In questo passo prevalgono la prima e la seconda dimensione: l’emozione che si prova è la paura che non dipende da Erik ma dal timore che possa mostrarsi scontento di trovarla lì, che non corrisponda al desiderio analogo a quello di Juliet. L’emozione provata, inoltre, ha a che fare con la motivazione poiché la paura spingerebbe Juliet a nascondersi o a fuggire.
Il terzo aspetto, il sentimento, è palese alla fine della sequenza:

“Avanza verso di lei e Juliet si sente scrutata da capo a piedi, traboccante sollievo, aggredita dalla felicità. Che cosa sbalorditiva. E quanto assomiglia allo sgomento”.

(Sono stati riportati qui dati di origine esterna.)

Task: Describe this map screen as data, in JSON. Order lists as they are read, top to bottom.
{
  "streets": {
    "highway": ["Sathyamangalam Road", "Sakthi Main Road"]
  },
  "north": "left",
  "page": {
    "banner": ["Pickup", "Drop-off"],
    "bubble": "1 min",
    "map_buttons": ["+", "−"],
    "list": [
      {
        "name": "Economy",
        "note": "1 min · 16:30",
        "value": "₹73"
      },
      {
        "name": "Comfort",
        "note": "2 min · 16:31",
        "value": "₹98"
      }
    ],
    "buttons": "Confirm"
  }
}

Le emozioni di Juliet sembrano molto contrastanti infatti passa dalla paura alla felicità. Nonostante ciò Juliet manifesta la sua ansia dopo l’evento tragico, quando tenta di scrivere una lettera ai genitori per raccontargli ciò che è successo ma non è capace di proseguire. Allo stesso modo Juliet non trova mai la parola esatta per descrivere il paesaggio; d’altra parte, quando i passeggeri vengono a sapere dell’uomo suicida, agiscono due dinamiche differenti, la curiosità e il rispetto che genera silenzio e astensione.

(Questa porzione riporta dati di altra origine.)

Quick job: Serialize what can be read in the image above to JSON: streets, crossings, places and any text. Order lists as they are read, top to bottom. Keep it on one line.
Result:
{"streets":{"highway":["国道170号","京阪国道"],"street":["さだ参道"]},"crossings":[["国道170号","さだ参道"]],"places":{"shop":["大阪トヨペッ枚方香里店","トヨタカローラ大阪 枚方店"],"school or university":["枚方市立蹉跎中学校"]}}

Nel secondo racconto, Fra poco, la tragedia è la morte della madre di Juliet, Sara, e la consapevolezza che nulla può più essere recuperato. Ciò che emerge da queste pagine è il rapporto distaccato che Juliet ha con la madre; esso può essere accostato, per contrasto, a quello che una scrittrice francese, Annie Ernaux, ha con sua madre e che descrive nei suoi due romanzi Una donna e La vergogna. In entrambi la figura della madre è centrale, soprattutto nel primo romanzo nel quale Ernaux deve prendersi cura della madre, ormai malata di Alzheimer, come se fosse una bambina. Questo atteggiamento confortante che Ernaux ha nei confronti di sua madre, manca a Juliet. Solo quando morirà Sara, si renderà conto della sua carelessness, della mancanza di cura nei confronti della madre, anche se il senso di colpa, così come in “Fatalità” verrà meno:

“Lei però non aveva protetto Sara. Quando Sara aveva detto Presto rivedrò Juliet, Juliet non aveva saputo trovare risposta. Possibile che non ne fosse stata capace? Cosa c’era poi di tanto difficile?
Bastava dire . Avrebbe significato così tanto pera Sara, e per lei, di sicuro, talmente poco. E invece le aveva voltato le spalle […].”

Questa durezza di cuore non verrà nemmeno scalfita dalle parole che la madre le aveva detto circa la sua religione:

“La mia fede non è così semplice. […] Non la so definire. Però è, non so come dire, è qualcosa. Qualcosa di meraviglioso. Quando sto veramente malissimo…quando sto così male che…sai cosa penso allora? Penso, va bene. Penso, Presto rivedrò Juliet”.

La noncuranza di Juliet nei confronti dell’uomo suicida, così come nei confronti di Sara si riverserà anche in sua figlia Penelope, nell’ultimo racconto “Silenzio”. Il titolo è emblematico poiché lo scontro generazionale sarà decisivo e porterà a un ribaltamento: Juliet verrà abbandonata dalla figlia, in una situazione di ritiro dalle relazioni e dalla vita.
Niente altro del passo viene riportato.